Hours later, after she has tried all the methods known to her, Agnes is asleep next to Judith’s pallet. Hamnet, overwrought that he is about to lose the “other side to him,” crawls from his pallet to Judith’s side, beginning to feel poorly also. He arranges himself next to Judith in a way that made it almost impossible for people to tell them apart, hoping as Death came to take her, it would be fooled into taking him instead. “And if either of them is to live, it must be her. He wills it. He grips it…He, Hamnet, decrees it. It shall be.” (p. 169)
When Agnes awakens, she eventually discerns that “her daughter has been spared…but, in exchange, it seems that Hamnet may be taken.” (p. 208) She reinitiates the treatments she had tried on Judith, but nothing works.
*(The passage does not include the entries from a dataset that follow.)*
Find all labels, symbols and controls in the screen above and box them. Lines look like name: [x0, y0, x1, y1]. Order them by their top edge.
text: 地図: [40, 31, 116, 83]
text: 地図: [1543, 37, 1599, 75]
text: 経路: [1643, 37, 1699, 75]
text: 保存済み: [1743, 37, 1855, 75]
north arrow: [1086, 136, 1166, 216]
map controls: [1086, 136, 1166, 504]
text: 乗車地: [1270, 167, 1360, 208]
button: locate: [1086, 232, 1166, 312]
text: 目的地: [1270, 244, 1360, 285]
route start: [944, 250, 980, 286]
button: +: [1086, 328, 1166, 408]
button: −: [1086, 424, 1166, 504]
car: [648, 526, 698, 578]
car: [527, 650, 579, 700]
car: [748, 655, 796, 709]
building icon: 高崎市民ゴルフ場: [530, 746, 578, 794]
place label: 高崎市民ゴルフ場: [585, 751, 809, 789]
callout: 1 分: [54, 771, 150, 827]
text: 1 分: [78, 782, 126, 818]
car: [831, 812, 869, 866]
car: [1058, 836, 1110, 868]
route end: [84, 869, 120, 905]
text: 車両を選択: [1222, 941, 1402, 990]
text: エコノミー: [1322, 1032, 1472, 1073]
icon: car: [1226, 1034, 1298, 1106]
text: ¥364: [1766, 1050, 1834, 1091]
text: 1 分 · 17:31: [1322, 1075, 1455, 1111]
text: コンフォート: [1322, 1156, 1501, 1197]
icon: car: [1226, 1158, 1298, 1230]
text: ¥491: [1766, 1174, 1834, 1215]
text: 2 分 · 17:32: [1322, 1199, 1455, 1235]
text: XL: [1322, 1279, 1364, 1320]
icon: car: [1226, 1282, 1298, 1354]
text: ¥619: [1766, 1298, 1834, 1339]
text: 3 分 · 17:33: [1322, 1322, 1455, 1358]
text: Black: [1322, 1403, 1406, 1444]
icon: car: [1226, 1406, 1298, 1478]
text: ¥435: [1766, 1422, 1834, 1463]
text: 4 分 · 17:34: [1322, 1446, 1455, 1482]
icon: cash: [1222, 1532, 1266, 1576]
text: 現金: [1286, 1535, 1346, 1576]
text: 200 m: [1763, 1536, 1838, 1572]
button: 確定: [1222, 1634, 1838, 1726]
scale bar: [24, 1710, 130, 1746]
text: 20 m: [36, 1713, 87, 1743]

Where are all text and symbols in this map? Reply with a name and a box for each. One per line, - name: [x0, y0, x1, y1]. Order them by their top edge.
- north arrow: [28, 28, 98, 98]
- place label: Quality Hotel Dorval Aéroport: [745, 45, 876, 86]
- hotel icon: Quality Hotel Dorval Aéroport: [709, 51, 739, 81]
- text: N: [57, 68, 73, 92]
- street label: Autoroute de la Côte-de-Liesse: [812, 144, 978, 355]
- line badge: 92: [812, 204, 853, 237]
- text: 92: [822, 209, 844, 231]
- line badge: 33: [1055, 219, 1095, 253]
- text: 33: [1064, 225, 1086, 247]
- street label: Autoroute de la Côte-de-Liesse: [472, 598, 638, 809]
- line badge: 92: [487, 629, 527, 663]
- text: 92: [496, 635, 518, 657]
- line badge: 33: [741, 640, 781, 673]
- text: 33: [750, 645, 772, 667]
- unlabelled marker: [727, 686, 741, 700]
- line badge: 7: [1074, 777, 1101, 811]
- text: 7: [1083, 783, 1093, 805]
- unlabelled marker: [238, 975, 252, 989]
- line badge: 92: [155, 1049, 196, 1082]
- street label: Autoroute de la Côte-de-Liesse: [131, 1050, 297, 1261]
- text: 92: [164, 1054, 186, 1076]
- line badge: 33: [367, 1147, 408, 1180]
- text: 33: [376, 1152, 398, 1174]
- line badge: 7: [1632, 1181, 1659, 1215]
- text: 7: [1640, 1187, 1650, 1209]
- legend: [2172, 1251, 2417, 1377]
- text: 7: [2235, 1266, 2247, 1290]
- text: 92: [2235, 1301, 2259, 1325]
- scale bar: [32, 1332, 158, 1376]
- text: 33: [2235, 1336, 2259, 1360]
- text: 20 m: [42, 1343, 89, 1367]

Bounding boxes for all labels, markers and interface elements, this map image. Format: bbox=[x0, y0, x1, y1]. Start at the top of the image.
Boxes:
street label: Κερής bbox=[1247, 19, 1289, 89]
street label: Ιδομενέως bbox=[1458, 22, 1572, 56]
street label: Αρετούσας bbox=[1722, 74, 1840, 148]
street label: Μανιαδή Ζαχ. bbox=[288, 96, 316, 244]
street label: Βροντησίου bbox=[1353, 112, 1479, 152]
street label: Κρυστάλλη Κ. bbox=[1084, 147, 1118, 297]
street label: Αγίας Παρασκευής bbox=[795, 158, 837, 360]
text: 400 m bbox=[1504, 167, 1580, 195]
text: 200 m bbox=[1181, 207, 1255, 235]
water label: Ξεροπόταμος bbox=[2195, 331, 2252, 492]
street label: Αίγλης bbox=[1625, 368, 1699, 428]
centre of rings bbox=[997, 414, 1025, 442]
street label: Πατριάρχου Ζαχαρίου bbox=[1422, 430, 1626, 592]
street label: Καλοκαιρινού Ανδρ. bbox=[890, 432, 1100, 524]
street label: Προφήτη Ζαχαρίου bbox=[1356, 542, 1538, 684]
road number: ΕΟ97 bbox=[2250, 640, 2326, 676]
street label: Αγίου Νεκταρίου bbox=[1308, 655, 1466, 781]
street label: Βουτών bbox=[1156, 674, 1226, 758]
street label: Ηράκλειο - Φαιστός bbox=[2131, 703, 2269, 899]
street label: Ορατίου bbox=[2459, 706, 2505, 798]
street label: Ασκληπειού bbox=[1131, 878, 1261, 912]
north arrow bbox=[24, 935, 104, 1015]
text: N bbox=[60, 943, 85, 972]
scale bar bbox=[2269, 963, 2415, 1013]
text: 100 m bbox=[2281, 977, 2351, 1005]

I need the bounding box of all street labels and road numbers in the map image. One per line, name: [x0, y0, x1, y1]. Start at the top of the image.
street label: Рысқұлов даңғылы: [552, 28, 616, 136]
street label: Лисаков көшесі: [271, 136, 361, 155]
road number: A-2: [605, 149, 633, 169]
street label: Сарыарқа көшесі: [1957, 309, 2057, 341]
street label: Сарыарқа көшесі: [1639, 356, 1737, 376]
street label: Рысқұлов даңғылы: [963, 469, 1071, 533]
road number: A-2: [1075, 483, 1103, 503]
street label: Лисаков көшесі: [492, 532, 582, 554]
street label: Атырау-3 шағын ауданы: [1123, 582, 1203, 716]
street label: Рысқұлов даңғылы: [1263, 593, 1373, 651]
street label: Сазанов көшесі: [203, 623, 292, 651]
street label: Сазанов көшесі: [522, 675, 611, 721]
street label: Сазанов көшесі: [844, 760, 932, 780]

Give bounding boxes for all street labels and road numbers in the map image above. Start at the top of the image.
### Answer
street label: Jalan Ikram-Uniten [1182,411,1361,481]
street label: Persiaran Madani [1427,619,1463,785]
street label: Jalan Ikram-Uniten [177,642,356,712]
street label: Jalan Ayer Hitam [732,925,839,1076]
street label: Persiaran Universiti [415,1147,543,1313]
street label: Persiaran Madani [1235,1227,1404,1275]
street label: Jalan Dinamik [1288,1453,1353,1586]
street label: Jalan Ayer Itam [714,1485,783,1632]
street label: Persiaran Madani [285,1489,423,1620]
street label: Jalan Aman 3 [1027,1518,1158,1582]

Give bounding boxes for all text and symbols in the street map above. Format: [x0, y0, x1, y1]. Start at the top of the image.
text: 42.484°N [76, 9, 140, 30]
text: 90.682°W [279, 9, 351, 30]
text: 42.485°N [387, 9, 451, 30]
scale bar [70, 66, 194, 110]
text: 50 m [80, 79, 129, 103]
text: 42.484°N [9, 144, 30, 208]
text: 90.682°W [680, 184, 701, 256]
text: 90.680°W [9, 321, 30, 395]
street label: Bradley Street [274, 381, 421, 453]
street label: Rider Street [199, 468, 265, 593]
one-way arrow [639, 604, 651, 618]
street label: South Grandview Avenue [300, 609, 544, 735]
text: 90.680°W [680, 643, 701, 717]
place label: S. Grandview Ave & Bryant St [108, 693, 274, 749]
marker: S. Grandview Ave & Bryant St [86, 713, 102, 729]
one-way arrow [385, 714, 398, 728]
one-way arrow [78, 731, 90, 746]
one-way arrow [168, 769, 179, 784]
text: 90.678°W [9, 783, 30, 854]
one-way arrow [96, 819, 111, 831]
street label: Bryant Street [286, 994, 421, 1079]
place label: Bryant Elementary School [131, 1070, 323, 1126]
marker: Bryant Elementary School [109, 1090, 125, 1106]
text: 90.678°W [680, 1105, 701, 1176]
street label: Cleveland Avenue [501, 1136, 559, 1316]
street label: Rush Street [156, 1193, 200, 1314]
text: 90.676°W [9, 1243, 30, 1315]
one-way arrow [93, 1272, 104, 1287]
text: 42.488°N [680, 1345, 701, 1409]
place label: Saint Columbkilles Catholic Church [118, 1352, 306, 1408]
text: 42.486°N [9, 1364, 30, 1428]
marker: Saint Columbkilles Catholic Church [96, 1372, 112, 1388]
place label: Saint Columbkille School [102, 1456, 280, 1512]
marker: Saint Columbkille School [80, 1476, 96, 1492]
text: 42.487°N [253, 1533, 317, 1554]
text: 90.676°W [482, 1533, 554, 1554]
Hamnet takes his last breath. Agnes wonders how she could have saved him, how she could have missed Hamnet being at risk before she is able to comprehend: “he is dead, he is dead, he is dead.” (p. 219)
From this event on, O’Farrell constructs the trajectory of the family’s grief with a particular focus on Agnes. Her grief is amplified by resentment and incredulousness over her husband’s return to London soon after the burial because he feared his work as an actor and playwright would lose irretrievable ground with a prolonged absence. These emotions and grievances reach a crescendo over a period of years before understandings are reached and catharsis experienced.
The Plague Comes for the Twins
Easily lost in the gripping story O’Farrell tells and the emotional torrents she evokes is the chapter explaining how the plague reached the twins. She takes the modern-day, biomedical understanding of the complex chain of events involved in the spread of plague and weaves it into how she imagines it could happen amidst everyday life in the countryside outside London during the 1590s.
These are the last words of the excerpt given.